**GIVEN RECORDS**

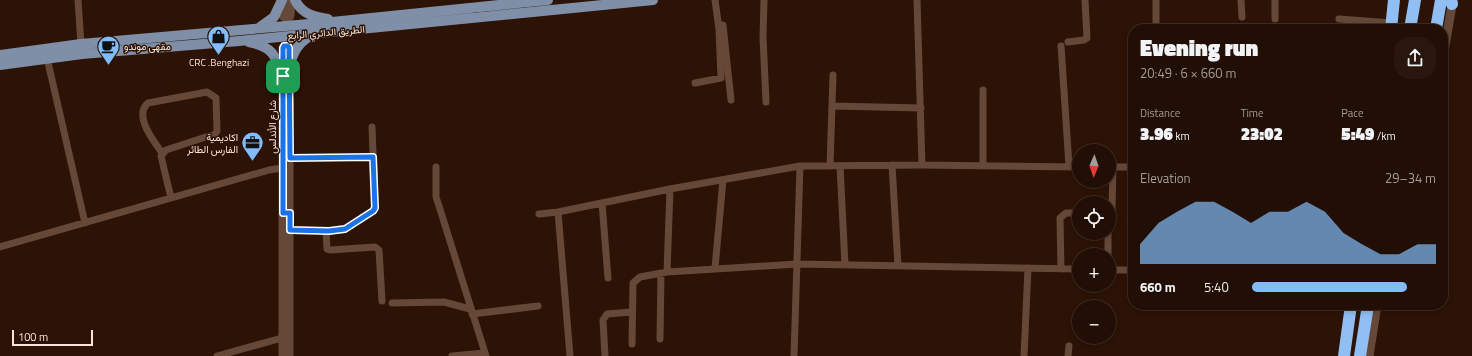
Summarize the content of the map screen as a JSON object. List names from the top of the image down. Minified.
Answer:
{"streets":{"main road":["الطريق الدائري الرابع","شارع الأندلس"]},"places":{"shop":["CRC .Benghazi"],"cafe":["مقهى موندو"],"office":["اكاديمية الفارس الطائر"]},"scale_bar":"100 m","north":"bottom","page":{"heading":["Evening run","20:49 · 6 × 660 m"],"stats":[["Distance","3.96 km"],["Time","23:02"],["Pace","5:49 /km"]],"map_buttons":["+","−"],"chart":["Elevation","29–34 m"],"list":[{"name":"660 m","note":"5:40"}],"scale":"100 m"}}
...
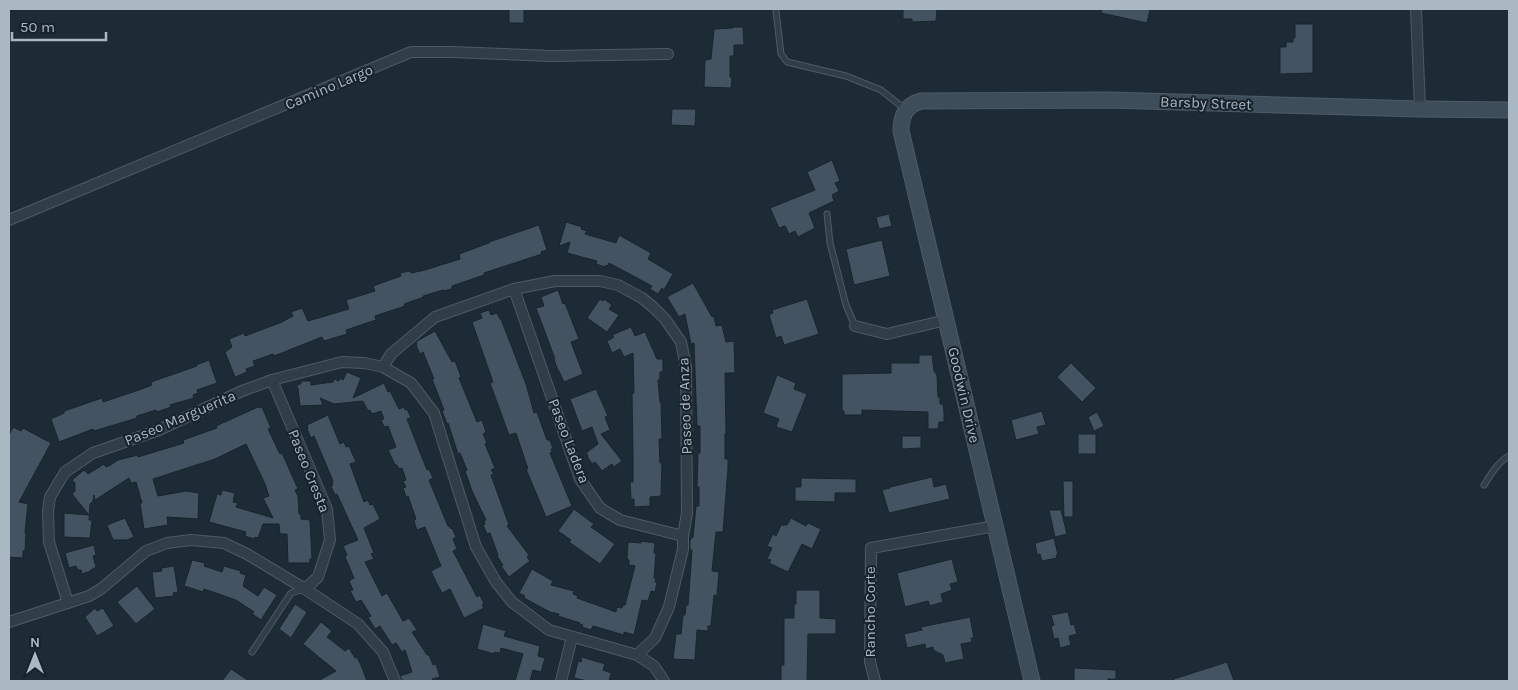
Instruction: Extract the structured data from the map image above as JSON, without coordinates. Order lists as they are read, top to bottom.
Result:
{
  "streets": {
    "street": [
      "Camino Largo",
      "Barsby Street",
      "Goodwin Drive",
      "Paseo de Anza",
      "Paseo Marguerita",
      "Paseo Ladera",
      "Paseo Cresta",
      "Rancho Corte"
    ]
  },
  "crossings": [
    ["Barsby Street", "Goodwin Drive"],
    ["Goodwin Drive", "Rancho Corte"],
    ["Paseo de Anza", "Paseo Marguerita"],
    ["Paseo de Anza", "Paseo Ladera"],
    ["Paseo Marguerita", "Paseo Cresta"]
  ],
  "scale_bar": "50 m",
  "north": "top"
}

**WHAT NEEDS TO BE DONE**
Say how many lines of the material above contain the string "JSON". Write nothing but the number.

**RESPONSE AREA**
2